Top of Data to examine

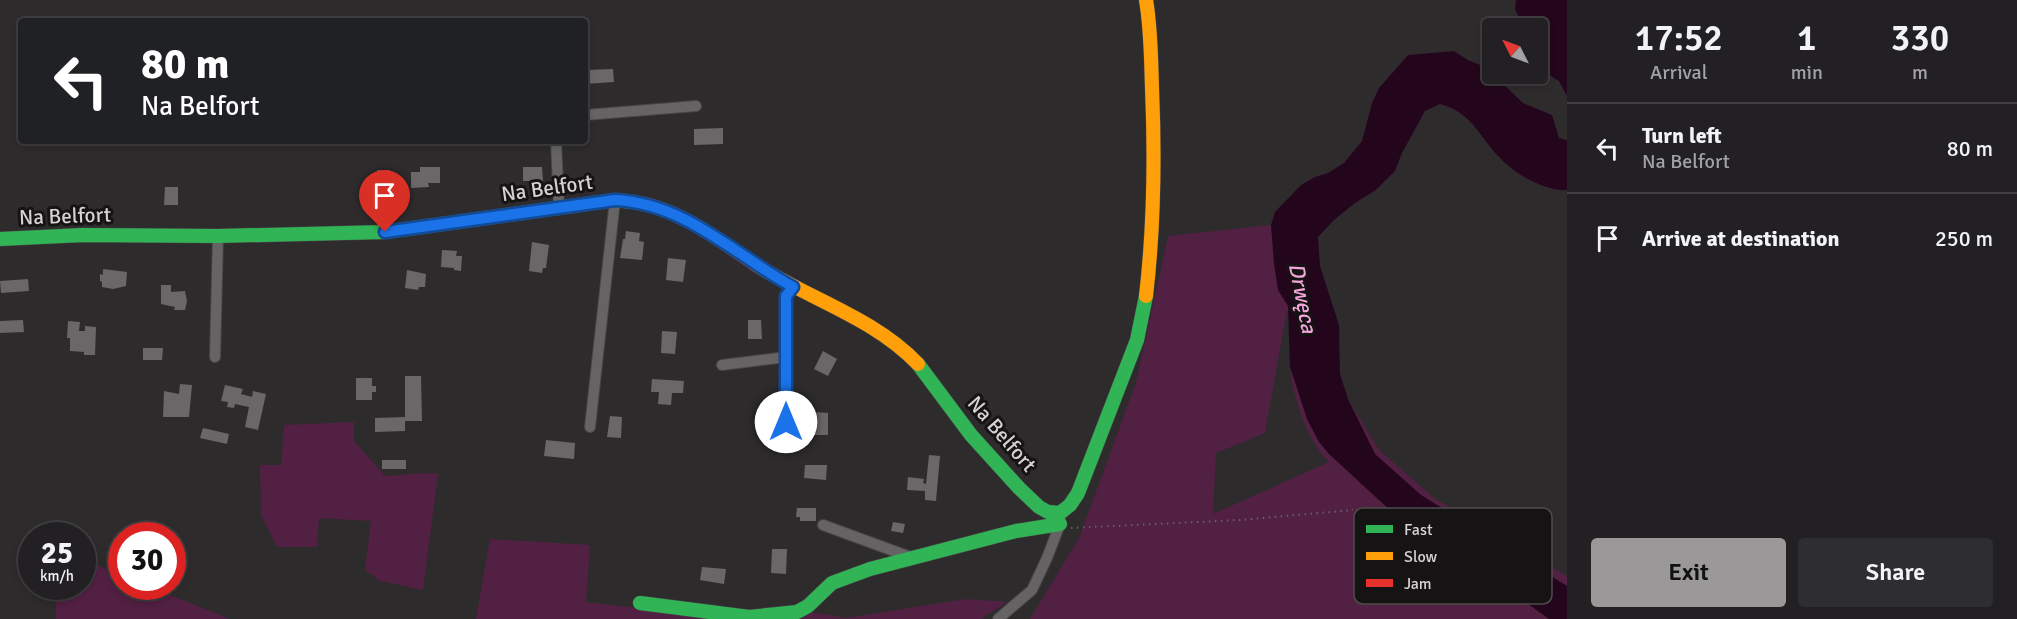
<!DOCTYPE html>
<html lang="en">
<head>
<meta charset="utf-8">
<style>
  body { margin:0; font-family:Signika,sans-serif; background:#2e2d2f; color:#f1f3f6; height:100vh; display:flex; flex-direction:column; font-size:22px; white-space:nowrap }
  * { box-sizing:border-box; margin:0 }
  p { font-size:20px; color:#a2a3a5 }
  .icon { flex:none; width:33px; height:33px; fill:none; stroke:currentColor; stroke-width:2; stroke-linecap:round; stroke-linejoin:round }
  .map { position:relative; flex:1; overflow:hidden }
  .details { display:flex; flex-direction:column; background:#222022; width:450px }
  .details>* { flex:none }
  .guide { position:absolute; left:18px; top:18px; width:570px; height:126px; border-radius:6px; box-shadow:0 3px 9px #0003,0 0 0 2px #3f3e40; background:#202124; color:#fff; overflow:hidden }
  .needle { width:39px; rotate:312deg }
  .controls { position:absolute; left:1482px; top:18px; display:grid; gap:12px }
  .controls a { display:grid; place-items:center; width:66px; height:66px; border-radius:6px; background:#222022; box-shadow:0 3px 9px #0003,0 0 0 2px #3f3e40; font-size:30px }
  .speed { position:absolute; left:18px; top:522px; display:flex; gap:12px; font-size:30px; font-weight:700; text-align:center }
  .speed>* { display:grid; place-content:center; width:78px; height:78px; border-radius:50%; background:#222022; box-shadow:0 3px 9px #0003,0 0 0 2px #3f3e40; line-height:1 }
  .speed small { font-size:15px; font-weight:400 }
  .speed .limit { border:9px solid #d22; background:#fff; color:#111 }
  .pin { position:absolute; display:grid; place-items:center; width:51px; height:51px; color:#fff; margin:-62px -26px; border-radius:50% 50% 50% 0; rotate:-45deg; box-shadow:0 0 6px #0007 }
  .pin .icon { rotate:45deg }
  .me { position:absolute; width:66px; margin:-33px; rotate:0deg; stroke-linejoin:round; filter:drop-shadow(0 0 4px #0008) }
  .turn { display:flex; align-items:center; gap:21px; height:126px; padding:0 24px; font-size:27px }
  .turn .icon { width:78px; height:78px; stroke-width:2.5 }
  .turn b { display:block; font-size:42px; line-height:51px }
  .eta { display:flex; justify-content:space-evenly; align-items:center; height:102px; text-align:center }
  .eta b { font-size:36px; font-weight:600; line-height:42px }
  .primary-button { display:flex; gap:12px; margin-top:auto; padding:12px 24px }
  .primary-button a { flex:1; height:69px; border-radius:6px; background:#9b989a; color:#111; font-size:24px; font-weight:600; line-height:69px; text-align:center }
  .primary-button a+a { background:#2e2d2f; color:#f1f3f6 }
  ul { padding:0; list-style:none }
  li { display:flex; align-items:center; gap:18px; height:90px; padding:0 24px; border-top:2px solid #3f3e40 }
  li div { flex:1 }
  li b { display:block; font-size:22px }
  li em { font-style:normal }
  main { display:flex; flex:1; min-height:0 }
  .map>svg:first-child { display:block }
  .green { fill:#522043; fill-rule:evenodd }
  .water { fill:#23061b }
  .building { fill:#6a6769 }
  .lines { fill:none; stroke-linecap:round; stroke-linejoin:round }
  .street-casing { stroke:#494648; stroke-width:12 }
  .fast-casing { stroke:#494648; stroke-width:15 }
  .slow-casing { stroke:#494648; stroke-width:15 }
  .jam-casing { stroke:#494648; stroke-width:15 }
  .path { stroke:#646264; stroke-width:2; stroke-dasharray:1.5 4.5; stroke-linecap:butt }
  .street { stroke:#656364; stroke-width:10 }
  .fast { stroke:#30b455; stroke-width:14 }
  .slow { stroke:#ff9f0a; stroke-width:14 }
  .jam { stroke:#e5322d; stroke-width:14 }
  .route-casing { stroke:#114b97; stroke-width:15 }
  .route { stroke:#1a73e8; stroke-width:10 }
  .labels { text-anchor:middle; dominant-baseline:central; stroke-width:6; stroke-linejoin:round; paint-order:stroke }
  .street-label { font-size:21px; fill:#d5d2d4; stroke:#161315 }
  .water-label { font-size:22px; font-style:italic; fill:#f5a5d9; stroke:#161315 }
  .key { fill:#161315; stroke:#4f4c4e; stroke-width:1.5 }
  .key-label { font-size:16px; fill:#d5d2d4 }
</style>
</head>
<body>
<main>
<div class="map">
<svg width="1567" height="619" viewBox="0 0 1567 619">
  <rect width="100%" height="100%" fill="#2e2b2d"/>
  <!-- green -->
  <path class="green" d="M1454,51L1468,60L1485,67L1523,103L1552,115L1559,138L1567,140V190C1546,192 1515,174 1501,159C1478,136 1474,114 1439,104L1425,111L1402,153L1395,171L1376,190L1355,203L1334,220L1318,237L1320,266L1339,325L1340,374L1348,399L1379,450L1434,498L1567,576V619L1536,609L1549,619H1030L1079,538L1136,383L1168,236L1271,225L1275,212L1301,185L1315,177L1328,173L1344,163L1362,141L1372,103L1379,88L1408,55ZM1287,310C1292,325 1289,347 1290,365C1292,396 1307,440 1329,462L1213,514L1216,453L1265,433Z
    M354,422V441L385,476L425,473L438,474L423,590L380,581L365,570L371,521L319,518L317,547H277L261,515L260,465H281L284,425Z
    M490,539L590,545L586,602L732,619H476Z
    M83,559L121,575L122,586L150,587L230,619H56V587L82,586Z
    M966,599L1007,602L981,619H769L809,612L846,618Z"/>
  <!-- water -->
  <path class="water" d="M1516,0H1567V96L1559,81L1544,72L1538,61V28H1526L1515,10Z
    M1454,51L1468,60L1485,67L1523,103L1552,115L1559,138L1567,140V190C1546,192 1515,174 1501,159C1478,136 1474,114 1440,104L1425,111L1402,153L1395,171L1376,190L1355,203L1334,220L1318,237L1320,266L1339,325L1340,374L1348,399L1375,454L1421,495L1567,586V619H1549L1440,541L1393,513L1329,454L1319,442L1307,419L1290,367L1288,306L1278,290L1274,264L1271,225L1275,212L1301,185L1315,177L1328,173L1344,163L1362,141L1372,103L1379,88L1408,55Z"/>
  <!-- building -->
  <path class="building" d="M613,69L614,82L585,84V70Z
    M723,128V144L694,145V129Z
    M420,167H440V183H428L429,187L411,188V172H420Z
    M523,167H542L543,181L534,183L532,181H523Z
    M377,170H390L389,183L376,185Z
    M165,187H178V205H164Z
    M626,231L640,233L639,241L644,242L642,260L620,258L623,239H625Z
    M532,242L549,245L546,268H543L542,273L529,271Z
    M442,250L457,251L456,256H462L461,271L454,270V268L441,267Z
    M668,258L686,260L683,282L666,280Z
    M103,269L127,272L126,286L113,289L102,287V282L100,281V274L103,275Z
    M407,270L426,274L425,287H419L418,290L405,288Z
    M28,279L29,291L1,293L0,281Z
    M161,285H171V292L185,291L187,301L185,310H174L175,307L161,304Z
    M23,320L24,332L0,333V321Z
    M748,320H761L762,339H748Z
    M68,321L80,322L79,331H85V326L96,327L95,355H84V352L70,351V338H67Z
    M662,331L677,332L675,354L661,353Z
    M143,348H163L162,360H143Z
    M823,351L837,359L828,376L814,369Z
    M405,376H421L422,421H405V431L375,432V418L405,417Z
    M356,378H372V386H376V392H372V400H356Z
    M652,379L684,381L683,393H672L671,405L658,404L659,392H651Z
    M180,384L192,385L189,417H163L164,391L179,394Z
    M225,385L243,389L241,394L252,397L253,391L266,394L258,430L245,427L249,407L235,404L234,408L227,407L228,402L221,401Z
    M814,412L828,413V435H813Z
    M610,416L622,417L621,438L607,437Z
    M203,428L229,434L227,444L200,438Z
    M546,440L575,443L574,459L544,456Z
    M929,455L940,456L936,501L925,500V491L907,490L908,477L924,479L923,483L926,484Z
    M382,460H406V469H382Z
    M805,465H827L826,480L804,478Z
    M797,508H816V521H800V517H796Z
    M893,522L905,524L903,533L891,531Z
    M772,549H787L786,574L771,573Z
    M702,567L726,569L724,584L700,580Z"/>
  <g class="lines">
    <defs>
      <path id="street" d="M585,115L696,106
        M556,141L559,208
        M215,357L218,236
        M722,365L786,357
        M786,422V296L793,287
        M590,427L615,200
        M823,525L913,558
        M998,619L1032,590L1047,558L1060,524V518"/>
      <path id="fast" d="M0,239L83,235L218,236L385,232L615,200L633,202
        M918,364L971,435L1019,488L1039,507L1048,512L1060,513L1070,505L1078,493L1137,340L1146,296
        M640,603L749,617L797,612L808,606L832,583L870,569L1016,531L1060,524"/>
      <path id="slow" d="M755,264C808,299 873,317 918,364
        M1146,296C1154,227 1155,157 1152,88C1151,58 1151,29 1146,0"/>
      <path id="jam" d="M633,202C678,208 718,239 755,264"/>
    </defs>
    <!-- street casing -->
    <use href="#street" class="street-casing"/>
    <!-- fast casing -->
    <use href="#fast" class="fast-casing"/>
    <!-- slow casing -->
    <use href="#slow" class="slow-casing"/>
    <!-- jam casing -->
    <use href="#jam" class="jam-casing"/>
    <!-- path -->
    <path class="path" d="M1071,528L1240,520L1353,510"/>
    <!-- street -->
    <use href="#street" class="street"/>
    <!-- fast -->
    <use href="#fast" class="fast"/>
    <!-- slow -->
    <use href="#slow" class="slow"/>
    <!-- jam -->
    <use href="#jam" class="jam"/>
  </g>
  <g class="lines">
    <defs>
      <path id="route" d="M385,232L615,200C685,203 735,255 793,287L786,296V422"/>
    </defs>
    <!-- route casing -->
    <use href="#route" class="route-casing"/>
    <!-- route -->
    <use href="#route" class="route"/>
  </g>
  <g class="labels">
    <!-- street labels -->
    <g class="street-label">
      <text transform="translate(547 188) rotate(-8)">Na Belfort</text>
      <text transform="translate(65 216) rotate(-2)">Na Belfort</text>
      <text transform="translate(1002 434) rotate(49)">Na Belfort</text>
    </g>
    <!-- water labels -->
    <g class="water-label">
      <text transform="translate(1303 298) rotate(79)">Drwęca</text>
    </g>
  </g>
  <!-- legend -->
  <rect x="1354" y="508" width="198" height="96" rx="9" class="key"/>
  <rect x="1366" y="525" width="27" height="8" fill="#30b455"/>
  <rect x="1366" y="552" width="27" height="8" fill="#ff9f0a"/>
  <rect x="1366" y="579" width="27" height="8" fill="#e5322d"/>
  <g class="key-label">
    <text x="1404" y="535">Fast</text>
    <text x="1404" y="562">Slow</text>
    <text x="1404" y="589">Jam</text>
  </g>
</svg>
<div class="controls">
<a><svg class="needle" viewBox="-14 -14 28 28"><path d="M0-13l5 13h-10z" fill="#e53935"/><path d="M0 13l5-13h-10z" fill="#a2a3a5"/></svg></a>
</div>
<div class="speed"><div>25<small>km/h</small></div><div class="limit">30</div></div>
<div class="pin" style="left:385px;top:232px;background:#d93025"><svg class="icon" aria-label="arrive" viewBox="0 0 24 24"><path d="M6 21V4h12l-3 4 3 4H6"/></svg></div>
<svg class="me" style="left:786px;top:422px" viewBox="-20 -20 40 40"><circle r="19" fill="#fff"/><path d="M0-13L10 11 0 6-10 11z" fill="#1a73e8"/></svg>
<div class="guide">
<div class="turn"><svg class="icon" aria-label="left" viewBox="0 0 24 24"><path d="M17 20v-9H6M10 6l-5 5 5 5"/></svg><div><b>80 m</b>Na Belfort</div></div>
</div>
</div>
<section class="details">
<div class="eta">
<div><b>17:52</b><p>Arrival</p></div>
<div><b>1</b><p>min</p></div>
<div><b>330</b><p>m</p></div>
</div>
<ul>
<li><svg class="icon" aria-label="left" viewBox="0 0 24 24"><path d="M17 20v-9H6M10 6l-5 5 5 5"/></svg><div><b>Turn left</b><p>Na Belfort</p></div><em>80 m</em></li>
<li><svg class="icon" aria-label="arrive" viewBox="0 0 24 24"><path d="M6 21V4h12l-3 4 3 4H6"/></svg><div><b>Arrive at destination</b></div><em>250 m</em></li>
</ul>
<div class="primary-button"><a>Exit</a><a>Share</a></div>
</section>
</main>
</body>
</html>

Bottom of Data to examine

*Task item*: For this exercise, repeat exactly the lines of the data above from the one with "M626,231L640,233L639,241L644,242L642,260L620,258L623,239H625Z" down to the one with "M823,525L913,558", both end lines included.

*Solution below*:
    M626,231L640,233L639,241L644,242L642,260L620,258L623,239H625Z
    M532,242L549,245L546,268H543L542,273L529,271Z
    M442,250L457,251L456,256H462L461,271L454,270V268L441,267Z
    M668,258L686,260L683,282L666,280Z
    M103,269L127,272L126,286L113,289L102,287V282L100,281V274L103,275Z
    M407,270L426,274L425,287H419L418,290L405,288Z
    M28,279L29,291L1,293L0,281Z
    M161,285H171V292L185,291L187,301L185,310H174L175,307L161,304Z
    M23,320L24,332L0,333V321Z
    M748,320H761L762,339H748Z
    M68,321L80,322L79,331H85V326L96,327L95,355H84V352L70,351V338H67Z
    M662,331L677,332L675,354L661,353Z
    M143,348H163L162,360H143Z
    M823,351L837,359L828,376L814,369Z
    M405,376H421L422,421H405V431L375,432V418L405,417Z
    M356,378H372V386H376V392H372V400H356Z
    M652,379L684,381L683,393H672L671,405L658,404L659,392H651Z
    M180,384L192,385L189,417H163L164,391L179,394Z
    M225,385L243,389L241,394L252,397L253,391L266,394L258,430L245,427L249,407L235,404L234,408L227,407L228,402L221,401Z
    M814,412L828,413V435H813Z
    M610,416L622,417L621,438L607,437Z
    M203,428L229,434L227,444L200,438Z
    M546,440L575,443L574,459L544,456Z
    M929,455L940,456L936,501L925,500V491L907,490L908,477L924,479L923,483L926,484Z
    M382,460H406V469H382Z
    M805,465H827L826,480L804,478Z
    M797,508H816V521H800V517H796Z
    M893,522L905,524L903,533L891,531Z
    M772,549H787L786,574L771,573Z
    M702,567L726,569L724,584L700,580Z"/>
  <g class="lines">
    <defs>
      <path id="street" d="M585,115L696,106
        M556,141L559,208
        M215,357L218,236
        M722,365L786,357
        M786,422V296L793,287
        M590,427L615,200
        M823,525L913,558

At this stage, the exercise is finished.